• [Exercise data]
# # # #

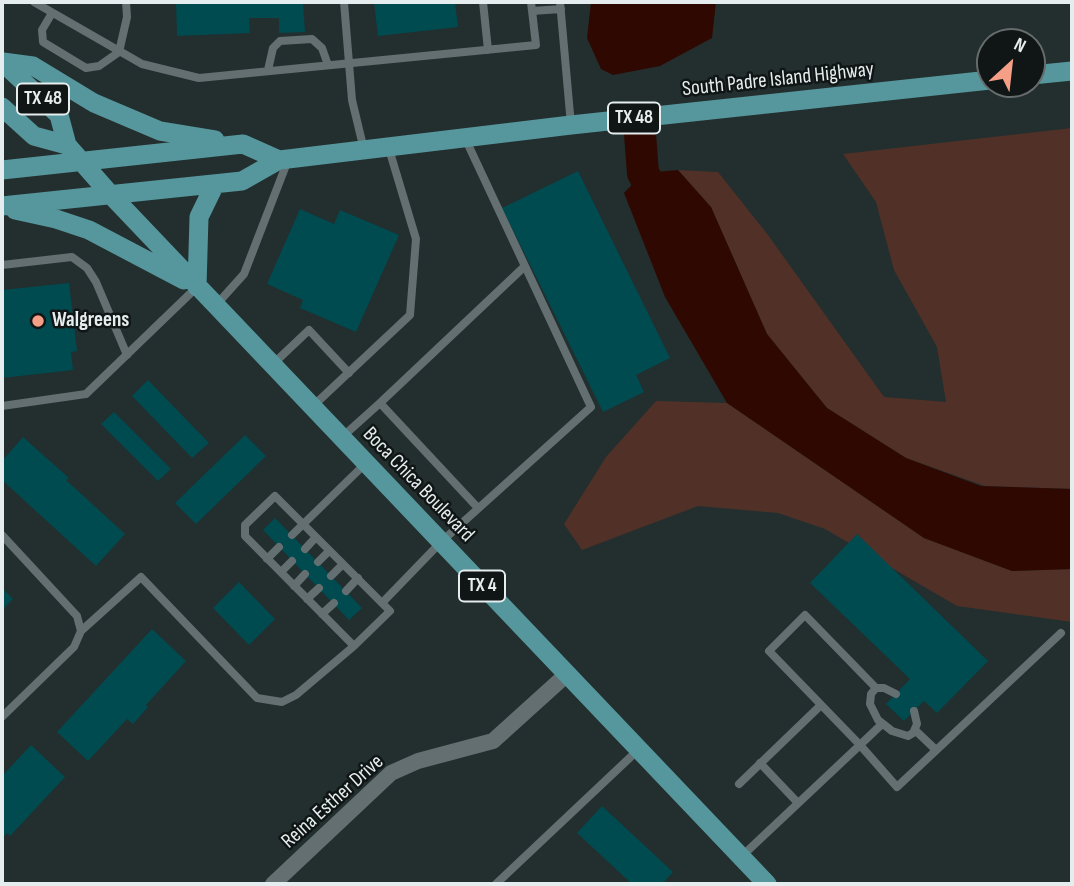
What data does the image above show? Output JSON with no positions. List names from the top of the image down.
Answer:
{
  "streets": {
    "main road": [
      "South Padre Island Highway",
      "TX 48",
      "Boca Chica Boulevard",
      "TX 4"
    ],
    "street": ["Reina Esther Drive"]
  },
  "crossings": [
    ["South Padre Island Highway", "TX 48"],
    ["South Padre Island Highway", "Boca Chica Boulevard"],
    ["South Padre Island Highway", "TX 4"],
    ["TX 48", "Boca Chica Boulevard"],
    ["Boca Chica Boulevard", "TX 4"],
    ["Boca Chica Boulevard", "Reina Esther Drive"]
  ],
  "places": ["Walgreens"],
  "north": "top right"
}
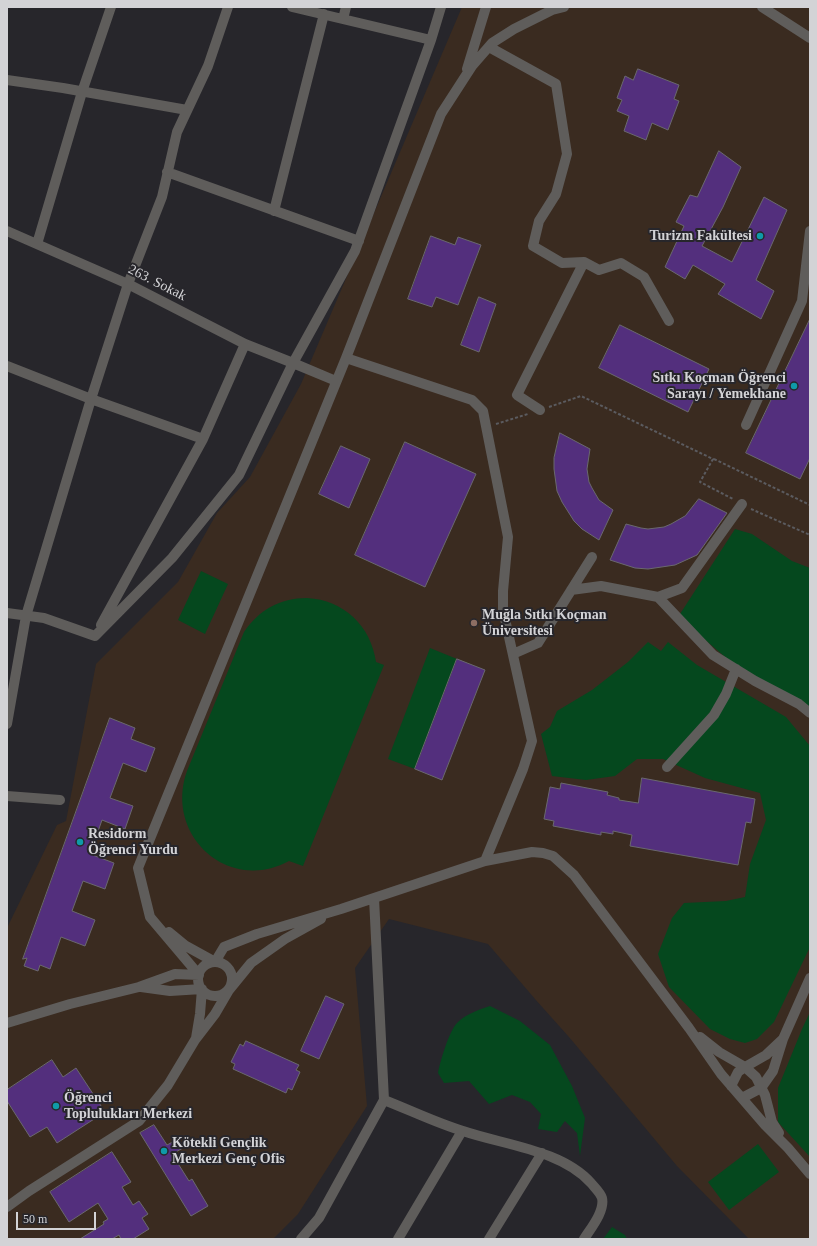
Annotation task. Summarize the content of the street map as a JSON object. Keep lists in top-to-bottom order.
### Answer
{
  "streets": {
    "street": ["263. Sokak"]
  },
  "places": [
    "Turizm Fakültesi",
    "Sıtkı Koçman Öğrenci Sarayı / Yemekhane",
    "Muğla Sıtkı Koçman Üniversitesi",
    "Residorm Öğrenci Yurdu",
    "Öğrenci Toplulukları Merkezi",
    "Kötekli Gençlik Merkezi Genç Ofis"
  ],
  "scale_bar": "50 m"
}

# # # #

• [What you will do]
Print the material again word for word. Please drop every picture.

• [Finished task]
What data does the image above show? Output JSON with no positions. List names from the top of the image down.
Answer:
{
  "streets": {
    "main road": [
      "South Padre Island Highway",
      "TX 48",
      "Boca Chica Boulevard",
      "TX 4"
    ],
    "street": ["Reina Esther Drive"]
  },
  "crossings": [
    ["South Padre Island Highway", "TX 48"],
    ["South Padre Island Highway", "Boca Chica Boulevard"],
    ["South Padre Island Highway", "TX 4"],
    ["TX 48", "Boca Chica Boulevard"],
    ["Boca Chica Boulevard", "TX 4"],
    ["Boca Chica Boulevard", "Reina Esther Drive"]
  ],
  "places": ["Walgreens"],
  "north": "top right"
}
Annotation task. Summarize the content of the street map as a JSON object. Keep lists in top-to-bottom order.
### Answer
{
  "streets": {
    "street": ["263. Sokak"]
  },
  "places": [
    "Turizm Fakültesi",
    "Sıtkı Koçman Öğrenci Sarayı / Yemekhane",
    "Muğla Sıtkı Koçman Üniversitesi",
    "Residorm Öğrenci Yurdu",
    "Öğrenci Toplulukları Merkezi",
    "Kötekli Gençlik Merkezi Genç Ofis"
  ],
  "scale_bar": "50 m"
}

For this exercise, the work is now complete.